TASK TO COMPLETE:
Repeat every line of the data exactly; the pictures stay out.

DATASET EXCERPT:

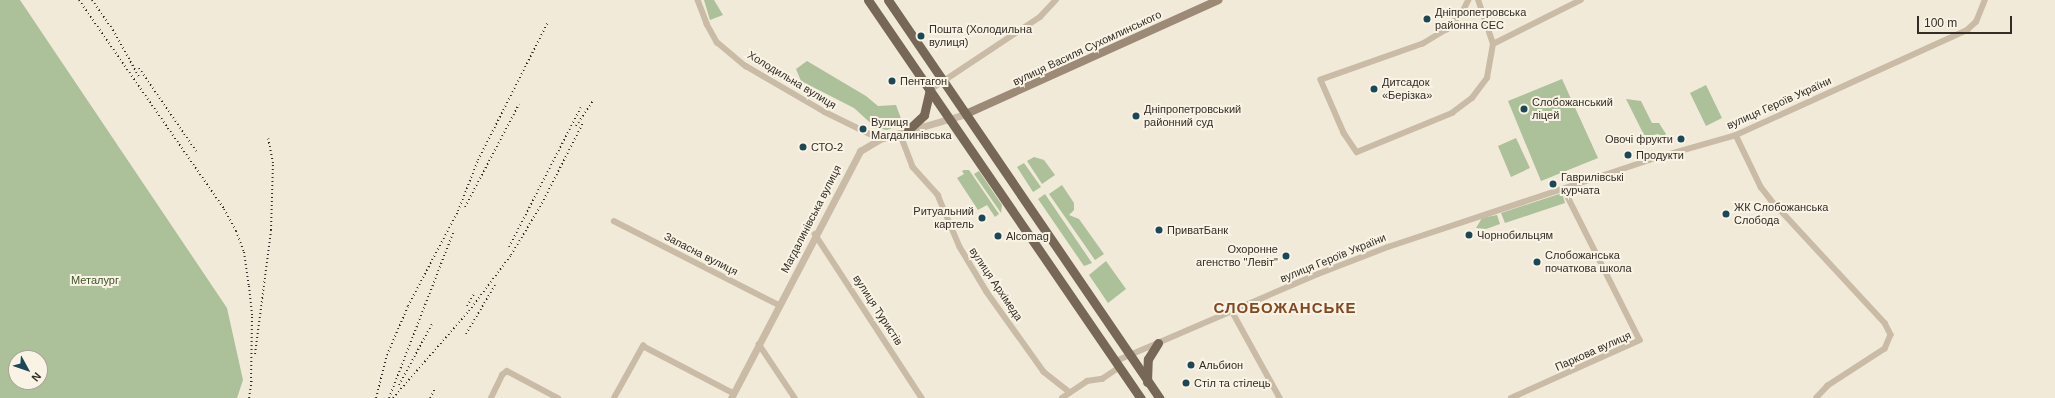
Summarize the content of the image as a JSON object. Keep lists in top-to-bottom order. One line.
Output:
{"streets":{"main road":["вулиця Василя Сухомлинського"],"street":["Холодильна вулиця","вулиця Героїв України","Магдалинівська вулиця","Запасна вулиця","вулиця Архімеда","вулиця Туристів","Паркова вулиця"]},"crossings":[["вулиця Василя Сухомлинського","Магдалинівська вулиця"],["Холодильна вулиця","Магдалинівська вулиця"],["вулиця Героїв України","вулиця Архімеда"],["вулиця Героїв України","Паркова вулиця"],["Магдалинівська вулиця","Запасна вулиця"],["Магдалинівська вулиця","вулиця Архімеда"],["Магдалинівська вулиця","вулиця Туристів"]],"districts":["СЛОБОЖАНСЬКЕ"],"parks":["Металург"],"places":["Дніпропетровська районна СЕС","Пошта (Холодильна вулиця)","Пентагон","Дитсадок «Берізка»","Слобожанський ліцей","Дніпропетровський районний суд","Вулиця Магдалинівська","Овочі фрукти","СТО-2","Продукти","Гаврилівські курчата","ЖК Слобожанська Слобода","Ритуальний картель","ПриватБанк","Чорнобильцям","Alcomag","Охоронне агенство \"Левіт\"","Cлобожанська початкова школа","Альбион","Стіл та стілець"],"scale_bar":"100 m","north":"bottom right"}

EXERCISE ANSWER:
Summarize the content of the image as a JSON object. Keep lists in top-to-bottom order. One line.
Output:
{"streets":{"main road":["вулиця Василя Сухомлинського"],"street":["Холодильна вулиця","вулиця Героїв України","Магдалинівська вулиця","Запасна вулиця","вулиця Архімеда","вулиця Туристів","Паркова вулиця"]},"crossings":[["вулиця Василя Сухомлинського","Магдалинівська вулиця"],["Холодильна вулиця","Магдалинівська вулиця"],["вулиця Героїв України","вулиця Архімеда"],["вулиця Героїв України","Паркова вулиця"],["Магдалинівська вулиця","Запасна вулиця"],["Магдалинівська вулиця","вулиця Архімеда"],["Магдалинівська вулиця","вулиця Туристів"]],"districts":["СЛОБОЖАНСЬКЕ"],"parks":["Металург"],"places":["Дніпропетровська районна СЕС","Пошта (Холодильна вулиця)","Пентагон","Дитсадок «Берізка»","Слобожанський ліцей","Дніпропетровський районний суд","Вулиця Магдалинівська","Овочі фрукти","СТО-2","Продукти","Гаврилівські курчата","ЖК Слобожанська Слобода","Ритуальний картель","ПриватБанк","Чорнобильцям","Alcomag","Охоронне агенство \"Левіт\"","Cлобожанська початкова школа","Альбион","Стіл та стілець"],"scale_bar":"100 m","north":"bottom right"}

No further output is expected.